Does the event MPM work on Windows? Or is Apache on Windows still
limited to the winnt MPM? If so, doesn't this leave Apache on Windows
/far /behind other platforms when it comes to threads required for a
given load?
I guess it doesn't matter *that* much until the event MPM and mod_ssl
work out their differences such that one can reduce the threads required
when HTTPS is used. For those who use a lot of HTTPS, the event MPM
doesn't seem to buy one anything for now, right?
On 2/21/2012 1:00 AM, William A. Rowe Jr. wrote:
On 2/20/2012 8:04 AM, Jess Holle wrote:
Ok, issues with all mod_ssl would be a big problem.
If you needed to do DisableWin32AcceptEx, though, then something was already
not quite right.
What you mean by "mod_ssl on a port", though? You just mean running an HTTPS
listener right?
Precisely. mod_ssl does not interact well (expects its bucket read to be
blocking) against the incomplete response created by a 'data-less' AcceptEx
or accept().
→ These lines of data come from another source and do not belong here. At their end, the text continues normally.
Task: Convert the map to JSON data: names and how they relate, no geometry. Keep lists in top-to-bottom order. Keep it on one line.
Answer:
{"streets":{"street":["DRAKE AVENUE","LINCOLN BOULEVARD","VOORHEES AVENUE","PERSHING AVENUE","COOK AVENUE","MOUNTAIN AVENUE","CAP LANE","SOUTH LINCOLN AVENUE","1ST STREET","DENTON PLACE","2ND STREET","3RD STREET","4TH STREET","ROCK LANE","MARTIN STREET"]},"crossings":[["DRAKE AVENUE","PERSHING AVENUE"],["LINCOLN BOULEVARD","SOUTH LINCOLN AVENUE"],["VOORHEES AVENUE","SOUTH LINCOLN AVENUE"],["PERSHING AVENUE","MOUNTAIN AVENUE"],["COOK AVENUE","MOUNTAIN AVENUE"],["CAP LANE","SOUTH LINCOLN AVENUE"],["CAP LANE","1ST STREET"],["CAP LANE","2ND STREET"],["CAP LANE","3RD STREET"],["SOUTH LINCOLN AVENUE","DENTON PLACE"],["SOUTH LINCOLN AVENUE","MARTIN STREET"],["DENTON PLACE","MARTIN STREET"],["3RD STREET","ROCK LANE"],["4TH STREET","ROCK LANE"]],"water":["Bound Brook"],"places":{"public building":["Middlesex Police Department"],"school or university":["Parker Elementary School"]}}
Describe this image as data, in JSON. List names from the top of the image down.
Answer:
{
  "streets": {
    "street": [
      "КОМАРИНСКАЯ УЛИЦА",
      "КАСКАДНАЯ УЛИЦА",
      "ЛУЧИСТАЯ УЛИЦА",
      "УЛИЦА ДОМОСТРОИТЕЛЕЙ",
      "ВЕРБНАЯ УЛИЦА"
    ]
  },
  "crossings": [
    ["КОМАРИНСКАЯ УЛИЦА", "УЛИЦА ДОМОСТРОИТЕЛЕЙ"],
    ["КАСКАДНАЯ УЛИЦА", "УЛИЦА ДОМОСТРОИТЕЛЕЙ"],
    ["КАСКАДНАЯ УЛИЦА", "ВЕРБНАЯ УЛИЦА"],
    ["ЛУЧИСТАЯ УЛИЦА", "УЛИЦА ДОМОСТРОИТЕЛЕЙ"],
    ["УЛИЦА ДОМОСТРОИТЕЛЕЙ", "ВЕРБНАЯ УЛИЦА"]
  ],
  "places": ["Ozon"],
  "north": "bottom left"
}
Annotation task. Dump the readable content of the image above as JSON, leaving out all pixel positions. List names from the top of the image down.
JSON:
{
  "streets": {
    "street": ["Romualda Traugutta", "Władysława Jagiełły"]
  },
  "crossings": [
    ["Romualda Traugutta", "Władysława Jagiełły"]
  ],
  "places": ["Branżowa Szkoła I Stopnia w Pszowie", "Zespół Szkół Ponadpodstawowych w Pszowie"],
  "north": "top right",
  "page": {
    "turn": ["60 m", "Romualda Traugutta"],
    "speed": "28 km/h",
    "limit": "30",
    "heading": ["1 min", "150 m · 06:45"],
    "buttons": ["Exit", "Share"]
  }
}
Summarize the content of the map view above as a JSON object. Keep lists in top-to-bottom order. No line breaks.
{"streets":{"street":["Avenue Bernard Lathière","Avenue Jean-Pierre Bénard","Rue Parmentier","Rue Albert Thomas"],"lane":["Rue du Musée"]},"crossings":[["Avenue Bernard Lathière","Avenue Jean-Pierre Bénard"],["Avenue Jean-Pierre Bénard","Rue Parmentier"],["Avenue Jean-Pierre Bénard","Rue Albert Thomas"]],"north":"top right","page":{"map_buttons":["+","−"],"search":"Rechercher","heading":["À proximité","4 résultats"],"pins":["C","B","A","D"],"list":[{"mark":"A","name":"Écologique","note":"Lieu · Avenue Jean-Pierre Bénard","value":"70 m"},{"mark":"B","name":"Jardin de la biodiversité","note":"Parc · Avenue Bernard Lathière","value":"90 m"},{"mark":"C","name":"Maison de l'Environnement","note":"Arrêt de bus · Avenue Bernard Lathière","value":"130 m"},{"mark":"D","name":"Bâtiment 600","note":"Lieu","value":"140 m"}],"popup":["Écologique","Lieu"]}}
There are a ton of weird variations in which blocking states
are inherited from a listening socket to an AcceptEx socket vs an accept
socket on Windows. That's where the problem is, and those in a position
to debug hadn't hit on this state (and the fact that the timing has to be
very fast means that it isn't easily reproduced in a debug environment).
Most modules won't care. As Steffan points out, most non-ssl modules don't
care either. mod_ssl freaks out, but we can't exactly put the blame on
mod_ssl when it explicitly demanded a blocking response.